→ **DATA EXTRACT**
****

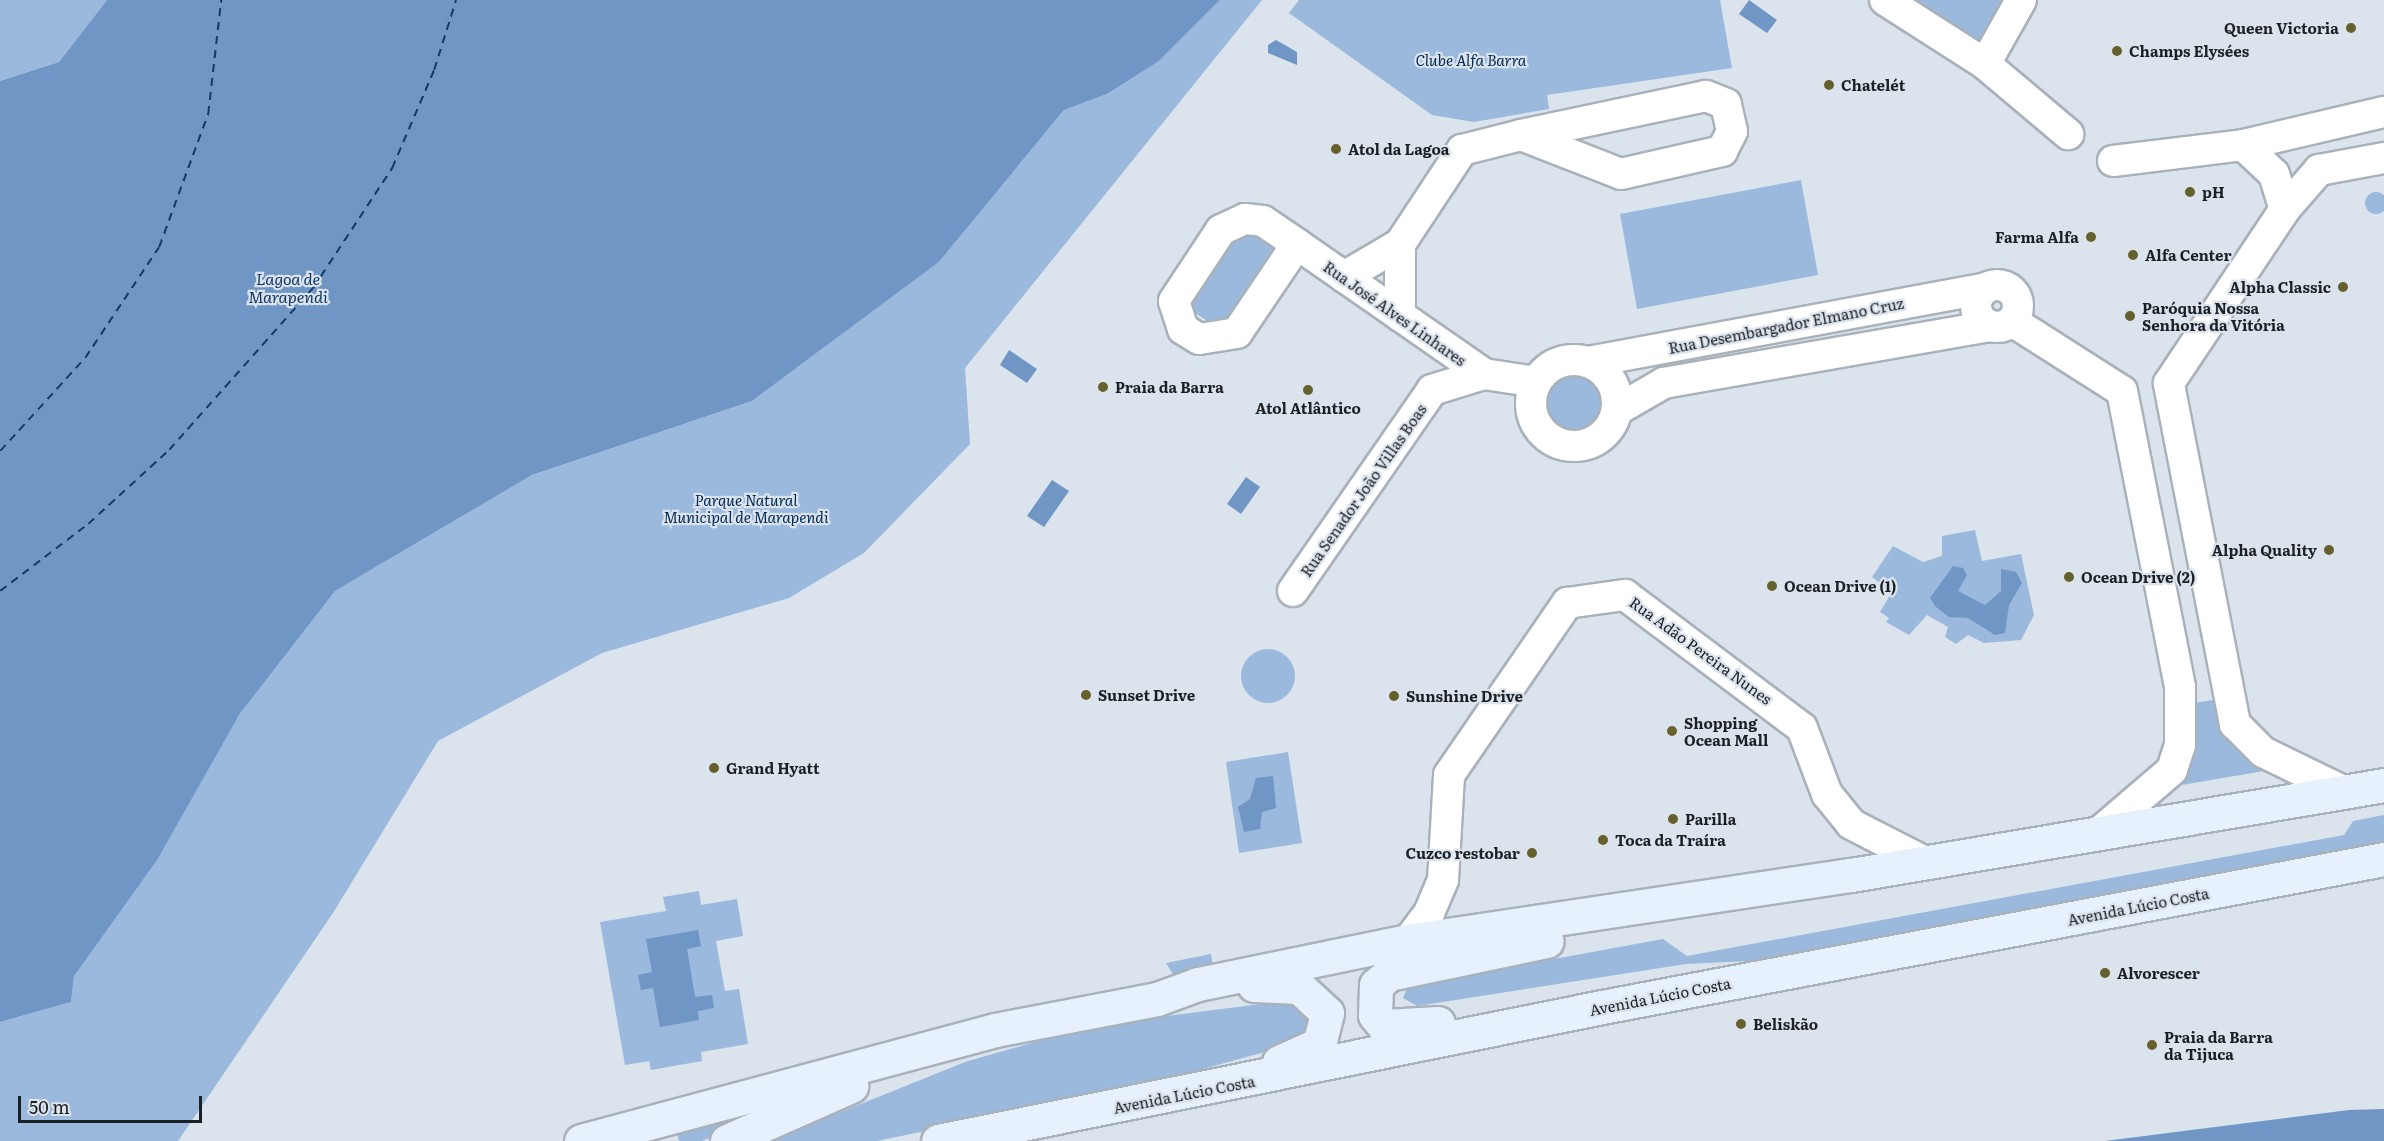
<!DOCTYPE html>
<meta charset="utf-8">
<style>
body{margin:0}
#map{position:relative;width:2384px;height:1141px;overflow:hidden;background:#dbe3ed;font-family:Literata,serif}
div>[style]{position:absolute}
.green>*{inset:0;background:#9ab9dd}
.round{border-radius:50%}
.water>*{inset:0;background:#6f96c4}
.ferry>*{height:1.5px;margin-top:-0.75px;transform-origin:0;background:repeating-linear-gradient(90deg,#113b67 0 8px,transparent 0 14px)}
.roads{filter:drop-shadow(2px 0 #a9b1ba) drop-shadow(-2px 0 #a9b1ba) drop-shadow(0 2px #a9b1ba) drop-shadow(0 -2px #a9b1ba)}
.street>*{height:30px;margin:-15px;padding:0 15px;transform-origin:15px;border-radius:15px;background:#fff}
.street>.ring{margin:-15px;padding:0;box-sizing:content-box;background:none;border:30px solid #fff;border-radius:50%}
.secondary>*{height:33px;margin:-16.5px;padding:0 16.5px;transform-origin:16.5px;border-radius:16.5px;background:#e7f1fd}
.dots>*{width:16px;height:16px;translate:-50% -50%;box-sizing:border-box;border:3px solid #dbe3ed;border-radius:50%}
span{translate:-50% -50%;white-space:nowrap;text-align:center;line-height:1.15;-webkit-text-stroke:4.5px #dbe3ed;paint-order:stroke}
.poi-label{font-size:15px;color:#1c1f23;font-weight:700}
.right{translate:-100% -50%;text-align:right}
.left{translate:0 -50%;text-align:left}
.park-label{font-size:15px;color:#002953;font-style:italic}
.street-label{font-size:15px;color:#1c1f23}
.water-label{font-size:16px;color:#113b67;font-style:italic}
.scale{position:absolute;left:18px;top:1096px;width:184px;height:27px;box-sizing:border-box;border:3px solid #1c1f23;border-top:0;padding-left:8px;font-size:18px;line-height:21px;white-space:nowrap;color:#1c1f23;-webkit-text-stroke:4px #dbe3ed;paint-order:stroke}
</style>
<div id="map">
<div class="green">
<i style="clip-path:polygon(0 0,107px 0,59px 62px,0 81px)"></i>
<i style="clip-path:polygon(1220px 0,1262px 0,965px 368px,970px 444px,864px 553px,789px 598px,602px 653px,438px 741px,333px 913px,178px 1141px,0 1141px,0 1022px,71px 1002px,74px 976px,239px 715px,335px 591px,532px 475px,752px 401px,939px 262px,1064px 110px,1107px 94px,1159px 61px)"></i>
<i style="clip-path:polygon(1299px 0,1720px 0,1732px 68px,1547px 95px,1549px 109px,1474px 122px,1432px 115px,1289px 13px)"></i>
<i style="clip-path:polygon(1904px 0,2010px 0,1982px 46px)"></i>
<i style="clip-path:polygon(1801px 180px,1818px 275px,1637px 309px,1620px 214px)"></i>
<i class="round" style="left:2365px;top:192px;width:22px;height:22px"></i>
<i style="clip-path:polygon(1241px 226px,1279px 251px,1224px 332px,1186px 307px)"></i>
<i class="round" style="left:1548px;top:376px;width:54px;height:54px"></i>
<i style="clip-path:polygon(1975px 530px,1982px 561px,2021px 554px,2034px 615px,2021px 640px,1984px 643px,1968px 635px,1956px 644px,1945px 637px,1948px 627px,1927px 615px,1909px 635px,1886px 622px,1889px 618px,1880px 612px,1892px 592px,1872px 577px,1893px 546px,1923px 562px,1942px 556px,1942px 536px)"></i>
<i class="round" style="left:1241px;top:649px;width:54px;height:54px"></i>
<i style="clip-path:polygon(2213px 700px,2237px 751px,2264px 771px,2170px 787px,2194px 736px,2193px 703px)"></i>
<i style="clip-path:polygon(1288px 752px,1302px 843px,1239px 853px,1226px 762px)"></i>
<i style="clip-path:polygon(2384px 815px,2384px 845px,1771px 960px,1686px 964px,1417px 1006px,1403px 998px,1408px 986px,1663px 939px,1687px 956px,2344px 835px,2353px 821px)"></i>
<i style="clip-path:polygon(699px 891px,701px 905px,737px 899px,743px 936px,716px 941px,725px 991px,739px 989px,748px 1044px,701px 1052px,702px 1061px,651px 1070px,649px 1061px,625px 1065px,600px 922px,666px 911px,663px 897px)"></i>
<i style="clip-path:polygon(1211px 954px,1213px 969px,1174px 976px,1166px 963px)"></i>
<i style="clip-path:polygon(1292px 1000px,1307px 1009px,1312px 1026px,1294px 1044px,1141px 1086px,877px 1141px,769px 1141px,965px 1062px,1042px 1040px,1159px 1017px)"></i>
<i style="clip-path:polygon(727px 1117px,732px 1129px,702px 1141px,679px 1141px,676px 1130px)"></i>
</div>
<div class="water">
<i style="clip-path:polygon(107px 0,1220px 0,1159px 61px,1107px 94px,1064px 110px,939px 262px,752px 401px,532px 475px,335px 591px,239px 715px,157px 860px,74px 976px,71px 1002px,0 1022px,0 81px,59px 62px)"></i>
<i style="clip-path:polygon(1749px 0,1777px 20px,1767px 33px,1739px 14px)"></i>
<i style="clip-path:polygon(1276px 40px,1297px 52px,1297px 65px,1268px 53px,1268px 45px)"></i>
<i style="clip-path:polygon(1009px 350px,1037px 369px,1027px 383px,1000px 365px)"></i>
<i style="clip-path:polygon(1246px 477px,1260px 487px,1241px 514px,1227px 504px)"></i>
<i style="clip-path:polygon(1052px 480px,1069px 491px,1044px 527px,1027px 516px)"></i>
<i style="clip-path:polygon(1953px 566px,1963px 568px,1967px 575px,1958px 591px,1985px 605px,2001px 591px,2001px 569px,2016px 572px,2022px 583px,2009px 605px,2005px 633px,1995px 635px,1968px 618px,1949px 617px,1935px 606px,1930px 598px)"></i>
<i style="clip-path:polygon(1273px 776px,1276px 808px,1262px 812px,1260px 829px,1244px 832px,1238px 807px,1250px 799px,1256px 778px)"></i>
<i style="clip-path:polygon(698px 930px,701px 946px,687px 949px,695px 997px,712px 995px,714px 1008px,698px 1011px,699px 1020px,660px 1027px,653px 988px,641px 990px,638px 975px,652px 972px,646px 939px)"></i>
<i style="clip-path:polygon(2384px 1109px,2384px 1141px,2105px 1141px,2349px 1110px)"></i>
</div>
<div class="ferry">
<i style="left:0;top:451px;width:126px;rotate:-47.6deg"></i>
<i style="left:85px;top:358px;width:133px;rotate:-56.3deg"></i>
<i style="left:159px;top:247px;width:142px;rotate:-69.8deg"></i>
<i style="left:208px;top:114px;width:115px;rotate:-83.5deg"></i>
<i style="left:0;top:591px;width:111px;rotate:-37.3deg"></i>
<i style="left:88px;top:524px;width:110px;rotate:-42.4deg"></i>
<i style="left:169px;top:450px;width:217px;rotate:-48.4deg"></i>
<i style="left:313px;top:288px;width:144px;rotate:-56.6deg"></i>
<i style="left:392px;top:168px;width:107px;rotate:-66.8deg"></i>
<i style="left:434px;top:70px;width:73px;rotate:-72.6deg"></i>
</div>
<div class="roads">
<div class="street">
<i style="left:1885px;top:0;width:119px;rotate:32.6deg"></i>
<i style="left:1985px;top:64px;width:109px;rotate:40.1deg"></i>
<i style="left:1985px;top:64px;width:73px;rotate:-60.6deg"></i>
<i style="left:2243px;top:145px;width:42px;rotate:43.1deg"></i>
<i style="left:2274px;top:174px;width:37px;rotate:73deg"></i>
<i style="left:2113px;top:161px;width:131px;rotate:-7deg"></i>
<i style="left:2243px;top:145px;width:145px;rotate:-13.2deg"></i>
<i style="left:1297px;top:244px;width:107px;rotate:124deg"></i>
<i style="left:1237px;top:333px;width:38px;rotate:171deg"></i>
<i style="left:1199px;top:339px;width:19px;rotate:-148deg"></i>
<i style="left:1183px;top:329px;width:29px;rotate:-108deg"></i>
<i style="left:1174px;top:301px;width:85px;rotate:-56.5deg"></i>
<i style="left:1221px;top:230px;width:26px;rotate:-25deg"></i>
<i style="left:1245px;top:219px;width:18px;rotate:6deg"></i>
<i style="left:1263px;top:221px;width:41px;rotate:34.1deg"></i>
<i style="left:1297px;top:244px;width:228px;rotate:34.8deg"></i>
<i style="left:1484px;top:374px;width:53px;rotate:8.7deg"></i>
<i style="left:1344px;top:277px;width:65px;rotate:-30.5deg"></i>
<i class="ring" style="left:1976px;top:285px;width:12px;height:12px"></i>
<i style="left:1400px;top:316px;width:72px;rotate:-90deg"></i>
<i style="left:1400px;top:244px;width:113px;rotate:-56.6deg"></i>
<i style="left:1462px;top:150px;width:61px;rotate:-14.3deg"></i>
<i style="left:1521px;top:135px;width:107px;rotate:21.3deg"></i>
<i style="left:1621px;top:174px;width:104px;rotate:-12.8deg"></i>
<i style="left:1722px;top:151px;width:22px;rotate:-63deg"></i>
<i style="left:1732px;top:131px;width:28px;rotate:-103deg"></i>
<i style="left:1726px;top:104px;width:22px;rotate:-158deg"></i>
<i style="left:1706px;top:96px;width:189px;rotate:168.1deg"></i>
<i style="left:2012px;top:321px;width:130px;rotate:32.5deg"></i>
<i style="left:2122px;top:391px;width:302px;rotate:78.9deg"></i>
<i style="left:2180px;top:687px;width:58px;rotate:90deg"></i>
<i style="left:2180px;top:745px;width:26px;rotate:108deg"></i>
<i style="left:2172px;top:770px;width:99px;rotate:139.5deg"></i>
<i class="ring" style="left:1531px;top:360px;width:56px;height:56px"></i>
<i style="left:1588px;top:362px;width:402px;rotate:-10.5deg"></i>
<i style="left:1617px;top:410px;width:54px;rotate:-29.9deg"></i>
<i style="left:1664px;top:383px;width:332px;rotate:-9.9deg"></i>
<i style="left:1293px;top:591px;width:244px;rotate:-55.3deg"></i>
<i style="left:1432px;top:390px;width:54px;rotate:-17.1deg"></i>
<i style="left:2343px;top:791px;width:89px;rotate:-154deg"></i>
<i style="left:2263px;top:752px;width:40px;rotate:-135deg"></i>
<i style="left:2235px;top:724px;width:347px;rotate:-101deg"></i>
<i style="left:2169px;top:383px;width:209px;rotate:-56.3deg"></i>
<i style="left:2285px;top:209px;width:52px;rotate:-48.9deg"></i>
<i style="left:2319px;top:170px;width:66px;rotate:-10.5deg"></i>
<i style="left:1408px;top:941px;width:35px;rotate:-53deg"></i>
<i style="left:1429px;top:913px;width:36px;rotate:-67deg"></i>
<i style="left:1443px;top:880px;width:105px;rotate:-86.7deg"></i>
<i style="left:1449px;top:775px;width:209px;rotate:-55.5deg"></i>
<i style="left:1567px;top:603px;width:59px;rotate:-7.9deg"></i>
<i style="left:1625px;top:595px;width:221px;rotate:36.9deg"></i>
<i style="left:1802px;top:728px;width:71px;rotate:69.3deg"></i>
<i style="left:1827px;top:794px;width:38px;rotate:51deg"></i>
<i style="left:1851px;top:824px;width:83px;rotate:27.2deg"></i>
</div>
<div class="secondary">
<i style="left:1254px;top:985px;width:45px;rotate:2.5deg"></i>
<i style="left:1299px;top:987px;width:38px;rotate:43deg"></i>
<i style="left:1327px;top:1013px;width:32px;rotate:104deg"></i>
<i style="left:1319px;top:1044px;width:44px;rotate:155.8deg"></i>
<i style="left:1438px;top:1023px;width:54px;rotate:176.8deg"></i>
<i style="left:1384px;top:1026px;width:14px;rotate:-129deg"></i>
<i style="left:1375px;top:1015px;width:30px;rotate:-88deg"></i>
<i style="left:1376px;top:985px;width:17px;rotate:-40deg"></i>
<i style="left:1389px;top:974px;width:161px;rotate:-11.8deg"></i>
<i style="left:581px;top:1141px;width:429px;rotate:-15deg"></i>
<i style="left:995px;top:1030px;width:165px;rotate:-10.8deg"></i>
<i style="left:1157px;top:999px;width:44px;rotate:-20.1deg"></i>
<i style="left:1198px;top:984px;width:214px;rotate:-11.6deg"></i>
<i style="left:1408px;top:941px;width:448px;rotate:-8.5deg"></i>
<i style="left:1851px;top:875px;width:541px;rotate:-9.58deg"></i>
<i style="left:727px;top:1141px;width:136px;rotate:-23.9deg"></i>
<i style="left:938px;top:1141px;width:677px;rotate:-11.41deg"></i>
<i style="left:1602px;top:1007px;width:796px;rotate:-10.72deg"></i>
</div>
</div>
<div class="dots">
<i style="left:2351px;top:28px;background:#66602d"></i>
<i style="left:2117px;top:51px;background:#66602d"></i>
<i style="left:1829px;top:85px;background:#66602d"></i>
<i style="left:1336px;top:149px;background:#66602d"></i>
<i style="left:2190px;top:192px;background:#66602d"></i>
<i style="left:2091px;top:237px;background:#66602d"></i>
<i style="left:2133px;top:255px;background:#66602d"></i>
<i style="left:2343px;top:287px;background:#66602d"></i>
<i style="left:2130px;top:316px;background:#66602d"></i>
<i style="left:1103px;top:387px;background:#66602d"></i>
<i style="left:1308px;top:390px;background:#66602d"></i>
<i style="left:2329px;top:550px;background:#66602d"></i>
<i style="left:2069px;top:577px;background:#66602d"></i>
<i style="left:1772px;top:586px;background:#66602d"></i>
<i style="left:1086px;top:695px;background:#66602d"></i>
<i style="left:1394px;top:696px;background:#66602d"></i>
<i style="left:1672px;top:731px;background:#66602d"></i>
<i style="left:714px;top:768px;background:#66602d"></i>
<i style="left:1673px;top:819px;background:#66602d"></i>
<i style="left:1603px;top:840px;background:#66602d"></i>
<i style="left:1532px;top:853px;background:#66602d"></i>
<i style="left:2105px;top:973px;background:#66602d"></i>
<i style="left:1741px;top:1024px;background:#66602d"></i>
<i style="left:2152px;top:1045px;background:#66602d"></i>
</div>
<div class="poi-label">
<span class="right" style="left:2339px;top:28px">Queen Victoria</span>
<span class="left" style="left:2129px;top:51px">Champs Elysées</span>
<span class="left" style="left:1841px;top:85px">Chatelét</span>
<span class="left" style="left:1348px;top:149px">Atol da Lagoa</span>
<span class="left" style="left:2202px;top:192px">pH</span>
<span class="right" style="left:2079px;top:237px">Farma Alfa</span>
<span class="left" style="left:2145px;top:255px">Alfa Center</span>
<span class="right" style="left:2331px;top:287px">Alpha Classic</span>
<span class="left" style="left:2142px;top:316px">Paróquia Nossa<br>Senhora da Vitória</span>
<span class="left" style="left:1115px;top:387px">Praia da Barra</span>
<span style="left:1308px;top:408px">Atol Atlântico</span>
<span class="right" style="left:2317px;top:550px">Alpha Quality</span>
<span class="left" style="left:2081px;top:577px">Ocean Drive (2)</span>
<span class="left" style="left:1784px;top:586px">Ocean Drive (1)</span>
<span class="left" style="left:1098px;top:695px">Sunset Drive</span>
<span class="left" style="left:1406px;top:696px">Sunshine Drive</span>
<span class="left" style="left:1684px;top:731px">Shopping<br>Ocean Mall</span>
<span class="left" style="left:726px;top:768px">Grand Hyatt</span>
<span class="left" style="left:1685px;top:819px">Parilla</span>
<span class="left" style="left:1615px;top:840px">Toca da Traíra</span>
<span class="right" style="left:1520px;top:853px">Cuzco restobar</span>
<span class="left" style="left:2117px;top:973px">Alvorescer</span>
<span class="left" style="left:1753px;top:1024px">Beliskão</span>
<span class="left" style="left:2164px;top:1045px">Praia da Barra<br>da Tijuca</span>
</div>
<div class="park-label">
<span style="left:1471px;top:60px">Clube Alfa Barra</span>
<span style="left:746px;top:508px">Parque Natural<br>Municipal de Marapendi</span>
</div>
<div class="street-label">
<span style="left:1395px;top:313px;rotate:35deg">Rua José Alves Linhares</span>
<span style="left:1786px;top:325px;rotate:-11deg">Rua Desembargador Elmano Cruz</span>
<span style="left:1363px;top:490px;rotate:-55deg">Rua Senador João Villas Boas</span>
<span style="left:1701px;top:650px;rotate:36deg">Rua Adão Pereira Nunes</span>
<span style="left:2138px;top:906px;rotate:-11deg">Avenida Lúcio Costa</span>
<span style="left:1660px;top:996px;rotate:-11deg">Avenida Lúcio Costa</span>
<span style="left:1184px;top:1094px;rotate:-11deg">Avenida Lúcio Costa</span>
</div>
<div class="water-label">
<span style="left:288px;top:287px">Lagoa de<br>Marapendi</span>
</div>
<div class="scale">50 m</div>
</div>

****

→ **WHAT TO PRODUCE**
Pictures are to be dropped; the lines from the start of the entries above through the line with "0 #a9b1ba) drop-shadow(-2px" are to be given again verbatim.

→ **RESPONSE AREA**
<!DOCTYPE html>
<meta charset="utf-8">
<style>
body{margin:0}
#map{position:relative;width:2384px;height:1141px;overflow:hidden;background:#dbe3ed;font-family:Literata,serif}
div>[style]{position:absolute}
.green>*{inset:0;background:#9ab9dd}
.round{border-radius:50%}
.water>*{inset:0;background:#6f96c4}
.ferry>*{height:1.5px;margin-top:-0.75px;transform-origin:0;background:repeating-linear-gradient(90deg,#113b67 0 8px,transparent 0 14px)}
.roads{filter:drop-shadow(2px 0 #a9b1ba) drop-shadow(-2px 0 #a9b1ba) drop-shadow(0 2px #a9b1ba) drop-shadow(0 -2px #a9b1ba)}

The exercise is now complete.